NEW YORK (CBSNewYork) — A New York City towing company is accused of deceiving drivers by allegedly overcharging and holding vehicles hostage.
It’s all detailed in a new class action lawsuit that claims there are thousands of victims.
It happens every day — a car breaks down or is impounded due to insurance or registration problems.
For one driver, who we’ll call Mike, it was the latter.
The NYPD called Runway Towing. He says he resolved the issue within hours, but he couldn’t get his car for days.
“I seen people in the office and in the yard. I called them on the phone, they said that, ‘We’re closed,'” Mike told CBS2’s Lisa Rozner.
But legally, tow companies are required to release vehicles 24 hours a day, 7 days a week.

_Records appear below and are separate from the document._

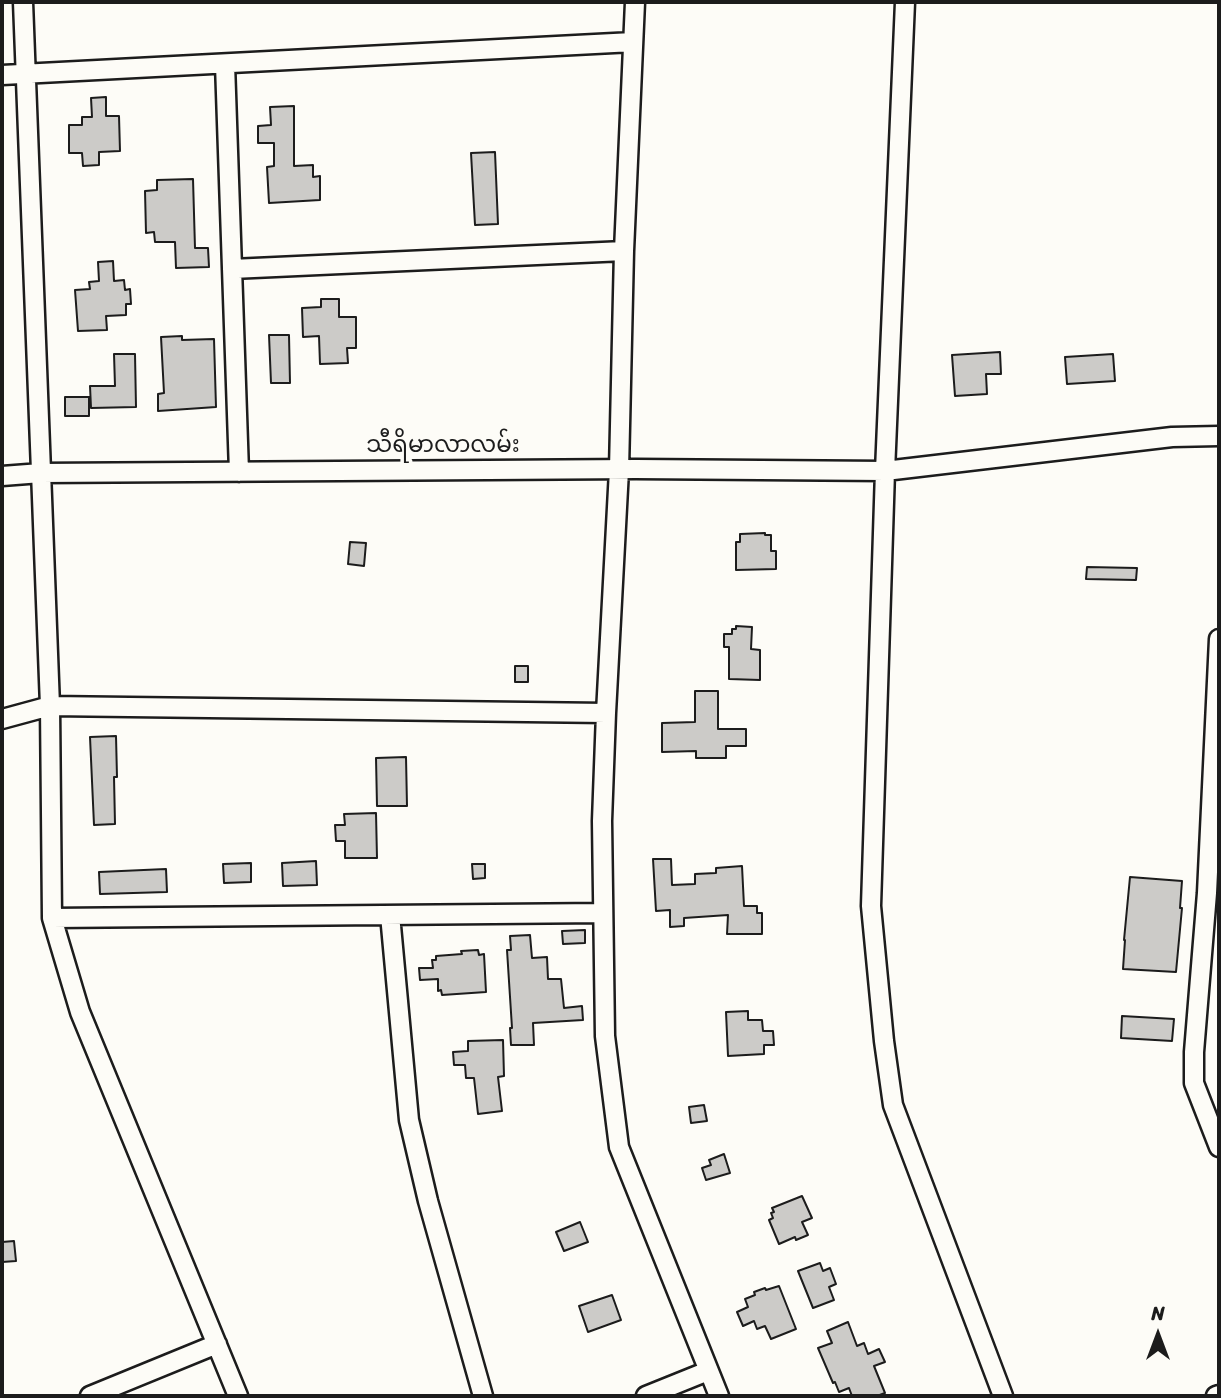 <!DOCTYPE html>
<html>
<head>
<meta charset="utf-8">
<style>
  body { margin:0 }
  #map { position:relative; width:1221px; height:1398px; overflow:hidden; background:#fdfcf7; font-family:Sriracha,sans-serif }
  canvas { display:block }
  .frame { position:absolute; inset:0; border:4px solid #1c1c1c; pointer-events:none }
  .north { position:absolute; left:1123px; top:1300px; width:70px; height:70px; -webkit-text-stroke:5px #fdfcf7; paint-order:stroke; rotate:0deg; font-size:19px; font-weight:700; line-height:28px; text-align:center; color:#1c1c1c }
  .north::after { content:''; display:block; margin:auto; width:24px; height:32px; background:#1c1c1c; clip-path:polygon(50% 0,100% 100%,50% 72%,0 100%) }
</style>
</head>
<body>
<div id="map">
<canvas width="1221" height="1398"></canvas>
<div class="frame"></div>
<div class="north">N</div>
</div>
<script>
const ctx = document.querySelector('canvas').getContext('2d');
ctx.lineJoin = 'round';
function paint(path, color) {
  ctx.fillStyle = color;
  ctx.fill(path, 'evenodd');
}
function strokePath(path, color, width, dash) {
  ctx.strokeStyle = color;
  ctx.lineWidth = width;
  ctx.lineCap = dash ? 'butt' : 'round';
  ctx.setLineDash(dash || []);
  ctx.stroke(path);
}
function drawText(font, color, halo, rows, align = 'center') {
  ctx.font = font + ' Sriracha,"Noto Sans Myanmar",sans-serif';
  ctx.lineWidth = 7;
  ctx.setLineDash([]);
  ctx.textBaseline = 'middle';
  ctx.strokeStyle = halo;
  ctx.fillStyle = color;
  for (const [text, x, y, turn = 0] of rows) {
    ctx.save();
    ctx.translate(x, y);
    ctx.rotate((+turn || 0) * Math.PI / 180);
    ctx.textAlign = isNaN(turn) ? turn : align;
    if (halo) ctx.strokeText(text, 0, 0);
    ctx.fillText(text, 0, 0);
    ctx.restore();
  }
}
const building = new Path2D(`
  M 106,97 L 106,116 L 119,116 L 120,151 L 99,152 L 99,165 L 83,166 L 82,153 L 69,153 L 69,125 L 82,125 L 82,117 L 92,117 L 91,98 Z
  M 294,106 L 294,166 L 313,165 L 313,177 L 320,176 L 320,200 L 269,203 L 267,167 L 274,166 L 274,143 L 258,143 L 258,126 L 271,125 L 270,107 Z
  M 495,152 L 498,224 L 475,225 L 471,153 Z
  M 193,179 L 195,248 L 208,248 L 209,267 L 176,268 L 175,242 L 155,242 L 154,232 L 146,233 L 145,191 L 157,190 L 157,180 Z
  M 113,261 L 114,281 L 124,280 L 125,290 L 130,289 L 131,304 L 126,304 L 126,315 L 106,316 L 107,330 L 78,331 L 75,290 L 90,289 L 89,282 L 99,281 L 98,262 Z
  M 321,299 L 339,299 L 339,317 L 356,317 L 356,348 L 347,348 L 348,363 L 320,364 L 319,336 L 303,337 L 302,308 L 321,307 Z
  M 269,335 L 289,335 L 290,383 L 271,383 Z
  M 182,336 L 182,340 L 214,339 L 216,407 L 158,411 L 158,394 L 164,393 L 161,337 Z
  M 1000,352 L 1001,374 L 986,374 L 987,394 L 955,396 L 952,355 Z
  M 114,354 L 135,354 L 136,407 L 91,408 L 90,386 L 115,386 Z
  M 1113,354 L 1115,381 L 1067,384 L 1065,357 Z
  M 65,397 L 89,397 L 89,416 L 65,416 Z
  M 765,533 L 765,535 L 771,535 L 771,551 L 776,551 L 776,569 L 736,570 L 736,542 L 740,542 L 740,534 Z
  M 350,542 L 366,543 L 364,566 L 348,564 Z
  M 1087,567 L 1137,568 L 1136,580 L 1086,579 Z
  M 736,626 L 752,627 L 751,649 L 760,650 L 760,680 L 729,679 L 729,647 L 724,647 L 724,634 L 732,634 L 732,629 L 736,629 Z
  M 515,666 L 528,666 L 528,682 L 515,682 Z
  M 695,691 L 718,691 L 718,729 L 746,729 L 746,746 L 726,746 L 726,758 L 696,758 L 696,751 L 662,752 L 662,723 L 695,722 Z
  M 116,736 L 117,777 L 114,777 L 115,824 L 94,825 L 90,737 Z
  M 406,757 L 407,806 L 377,806 L 376,758 Z
  M 376,813 L 377,858 L 345,858 L 345,841 L 336,841 L 335,825 L 345,825 L 344,814 Z
  M 653,859 L 671,859 L 672,885 L 695,884 L 695,874 L 716,873 L 716,868 L 742,866 L 744,906 L 757,906 L 757,913 L 762,913 L 762,934 L 727,934 L 728,915 L 684,918 L 684,926 L 670,927 L 670,910 L 656,911 Z
  M 316,861 L 317,885 L 283,886 L 282,863 Z
  M 251,863 L 251,882 L 224,883 L 223,864 Z
  M 472,864 L 485,864 L 485,878 L 473,879 Z
  M 166,869 L 167,892 L 100,894 L 99,872 Z
  M 1130,877 L 1182,881 L 1180,908 L 1182,908 L 1176,972 L 1123,969 L 1125,940 L 1124,940 Z
  M 585,930 L 585,943 L 563,944 L 562,931 Z
  M 530,935 L 532,958 L 547,957 L 548,979 L 561,979 L 564,1008 L 582,1006 L 583,1020 L 533,1023 L 534,1045 L 511,1045 L 510,1028 L 512,1028 L 507,950 L 511,950 L 510,936 Z
  M 478,950 L 479,955 L 484,954 L 486,992 L 442,995 L 441,990 L 438,991 L 438,979 L 420,980 L 419,968 L 433,968 L 432,960 L 436,960 L 436,956 L 462,954 L 461,951 Z
  M 748,1011 L 748,1020 L 762,1020 L 763,1031 L 773,1031 L 774,1045 L 764,1045 L 764,1054 L 728,1056 L 726,1012 Z
  M 1122,1016 L 1174,1019 L 1172,1041 L 1121,1038 Z
  M 503,1040 L 504,1076 L 498,1077 L 502,1111 L 478,1114 L 474,1078 L 466,1078 L 465,1065 L 454,1065 L 453,1052 L 468,1051 L 468,1041 Z
  M 704,1105 L 707,1121 L 691,1123 L 689,1107 Z
  M 724,1154 L 730,1173 L 706,1180 L 702,1168 L 711,1165 L 709,1160 Z
  M 802,1196 L 812,1218 L 802,1222 L 808,1235 L 796,1240 L 795,1237 L 779,1244 L 769,1220 L 773,1218 L 771,1213 L 774,1212 L 772,1208 Z
  M 580,1222 L 588,1242 L 564,1251 L 556,1232 Z
  M 14,1241 L 16,1261 L 2,1262 L 2,1242 Z
  M 820,1263 L 823,1271 L 830,1268 L 836,1284 L 829,1287 L 834,1300 L 813,1308 L 798,1271 Z
  M 779,1286 L 796,1329 L 771,1339 L 765,1326 L 757,1329 L 754,1321 L 743,1326 L 737,1312 L 748,1307 L 745,1299 L 755,1295 L 754,1292 L 765,1288 L 766,1290 Z
  M 612,1295 L 621,1320 L 588,1332 L 579,1306 Z
  M 848,1322 L 857,1346 L 864,1343 L 868,1354 L 879,1349 L 885,1362 L 874,1366 L 885,1393 L 877,1396 L 852,1396 L 849,1388 L 839,1392 L 835,1382 L 833,1383 L 818,1348 L 832,1343 L 827,1331 Z`);
paint(building, '#cccbc8');
strokePath(building, '#1c1c1c', 2);
const minor = new Path2D(`
  M 23,2 L 50,706 L 52,918 L 80,1012 L 238,1396
  M 635,2 L 624,251 L 619,470 L 606,713 L 602,821 L 605,1036 L 619,1147 L 719,1396
  M 905,2 L 885,471 L 871,906 L 884,1041 L 893,1105 L 1003,1396
  M 225,64 L 239,472
  M 2,75 L 633,42
  M 232,269 L 624,251
  M 2,476 L 41,473 L 636,469 L 885,471 L 1172,437 L 1219,436
  M 1219,639 L 1207,893 L 1194,1052 L 1194,1083 L 1219,1147
  M 2,719 L 50,706 L 606,713
  M 390,915 L 409,1120 L 428,1201 L 483,1396
  M 52,918 L 603,913
  M 90,1396 L 217,1344
  M 646,1396 L 708,1371
  M 1216,1396 L 1219,1395`);
strokePath(minor, '#1c1c1c', 23);
strokePath(minor, '#fdfcf7', 18);
drawText('23px', '#1c1c1c', '#fdfcf7', [
  ["သီရိမာလာလမ်း",443,446]
]);
</script>
</body>
</html>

Attorney Gary Rosen is filing a federal class action lawsuit against Runway.
“When you get towed on a highway, there’s a specific tow bill that you’re supposed to be given,” Rosen said.
A former driver at Runway Towing who left the company after a dispute showed CBS2 the legal receipt. It has the legal rate for a tow, which is $125 for the first 10 miles and a consumer bill of rights.
But he says employees often hand out a different receipt. The rate is allegedly what the supervisor determines.
“Regular pricing $150,” the former driver said. “But, like, if you’re driving a Mercedes Benz, a BMW, whatever, of that sort, it was $225 or better.”
The Brooklyn Queens Expressway is one of several highways where Runway Towing has the exclusive contract with the NYPD. The lawsuit claims that’s why Runway was able to get away with overcharging.
Consumer Affairs said it couldn’t comment, and the NYPD said it is looking into it.
The attorney for Runway Towing, Errol Margolin, says the company denies the allegations.
“All the allegations are deficient in a number of ways. The allegations don’t identify by name, the name of the consumer. They don’t identify the plate number,” Margolin said. “I think this is an attempt by somebody … to smear Runway with false allegations.”
He says Runway plans to fight the lawsuit while consumers fight to get their money back.